[89] Ba-qit̤aʿ-i-mat̤būʿa-i-muk͟htaṣar. Mat̤būʿa is used in modern times to mean “printed,” but here, I think, it means “elegant.” It is so used in the annals of the 12th year, p. 208, line 18, where it is applied to a building. Qit̤aʿ probably refers to the shape of the volume, and muk͟htaṣar to its small size, or to the minuteness of the writing. [↑]

[90] Sayyid Muḥammad, the Mīr referred to by Jahāngīr, lived into S͟hāh-Jahān’s reign, not dying till 1045 (1635–36). See Pāds͟hāh-nāma, I., Part II., p. 329. But we do not hear anything more of his translation. Perhaps his ill-health prevented him.
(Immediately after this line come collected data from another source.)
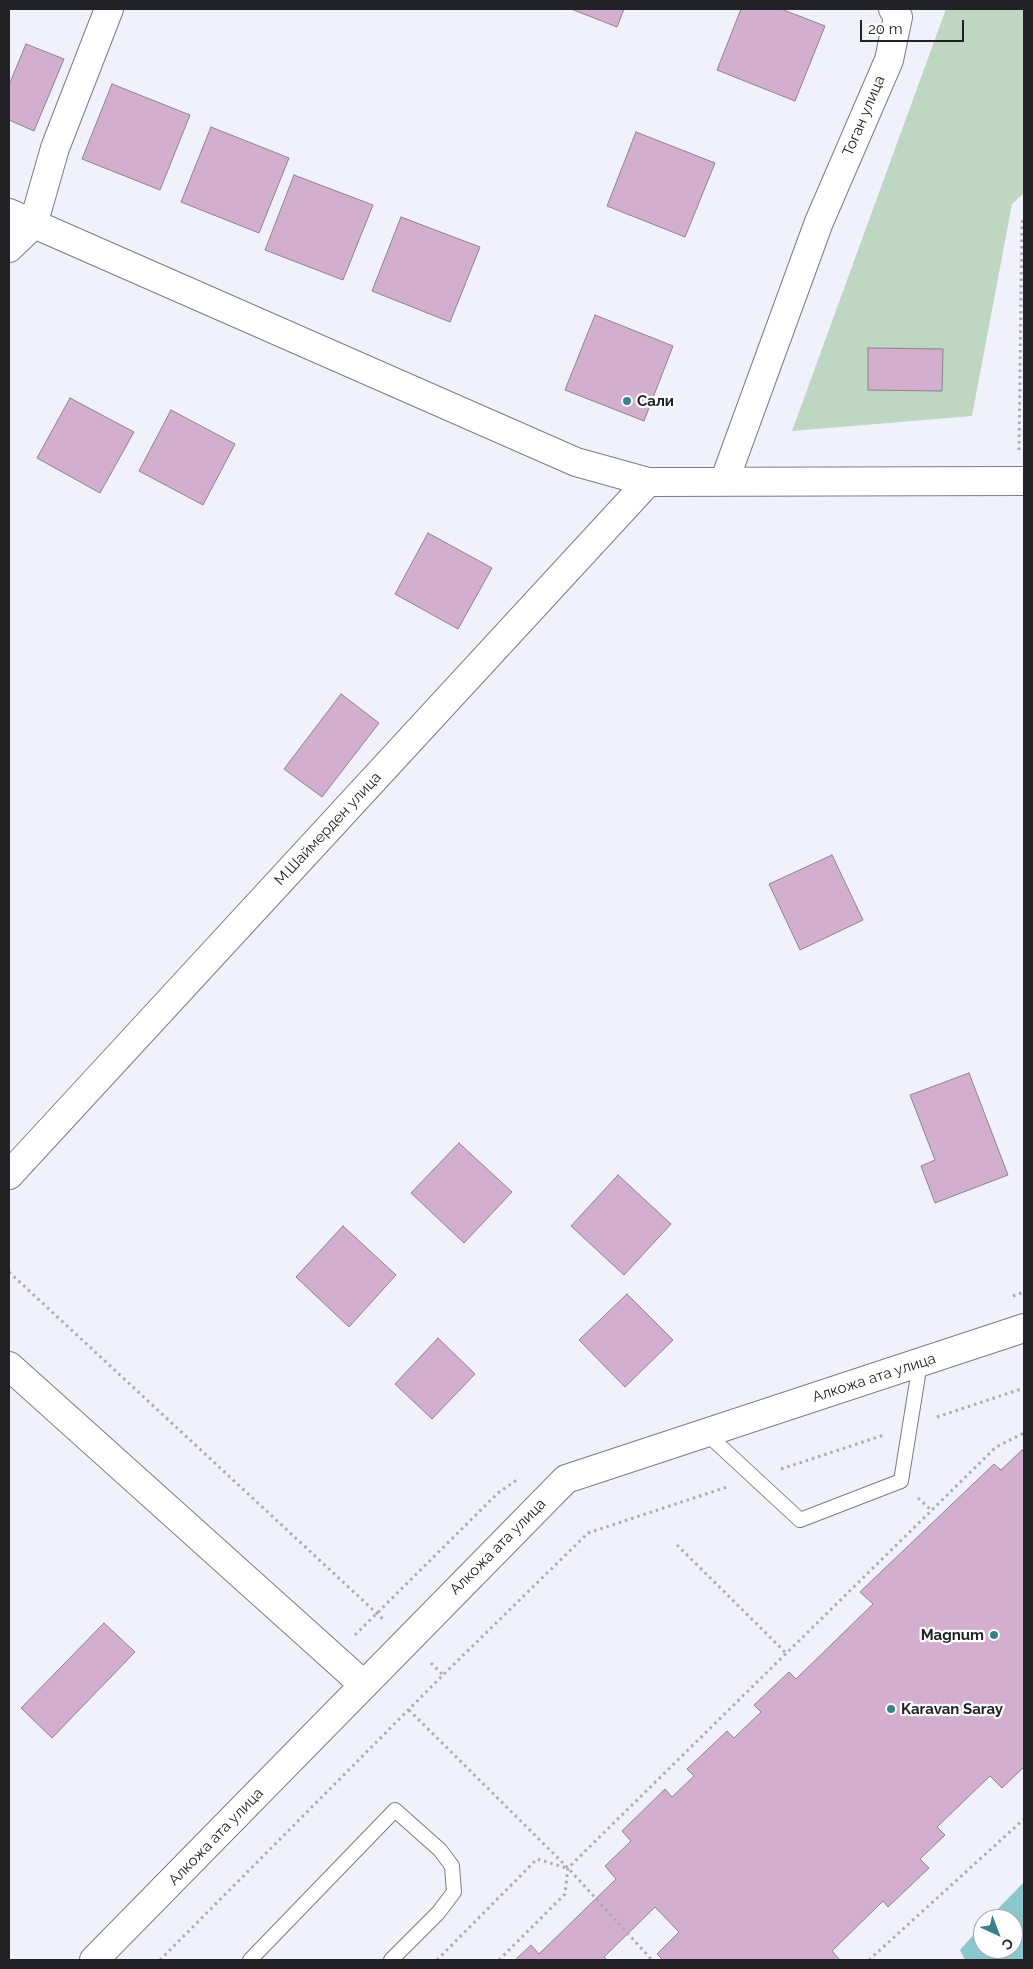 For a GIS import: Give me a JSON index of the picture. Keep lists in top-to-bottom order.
{
  "streets": {
    "street": ["Тоган улица", "М.Шаймерден улица", "Алкожа ата улица"]
  },
  "places": ["Сали", "Magnum", "Karavan Saray"],
  "scale_bar": "20 m",
  "north": "bottom right"
}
It is also the fact that orthodox Muhammadans object to translations of the Qoran, regarding it as an impossible task. The Mīr’s son became chief ecclesiastical officer (Ṣadr) under S͟hāh-Jahān. See Maʾās̤iru-l-Umarā, III. 447, and Pāds͟hāh-nāma, I., Part II., p. 328. [↑]

[91] Elliot, V. 361. [↑]

[92] There were twelve mās͟has in a tola; the six cups, then, of 6 tolas and a quarter came to 37½ tolas. [↑]

[93] Jahāngīr visited his father’s tomb in the following year (the 14th). The passage describing the renunciation of shooting (not of hunting) is translated in Elliot, VI. 362. [↑]

[94] The version of the last two lines is by Sir William Jones, and is given by him in his Tenth Anniversary Discourse, delivered on February 28, 1793. As my friend Mr Whinfield has pointed out to me, the quotation comes from the story of S͟hiblī and the ant in the second chapter of the Būstān. It occurs in the sixth story of the second book and p. 161 of Graf’s edition. Sir William Jones’s remark is: “Nor shall I ever forget the couplet of Firdausi, for which Sadi, who cites it with applause, pours blessings on his departed spirit.” The quotation from Firdūsī occurs on p. 67 of Vol. I. in Macan’s edition of the S͟hāh-nāma. [↑]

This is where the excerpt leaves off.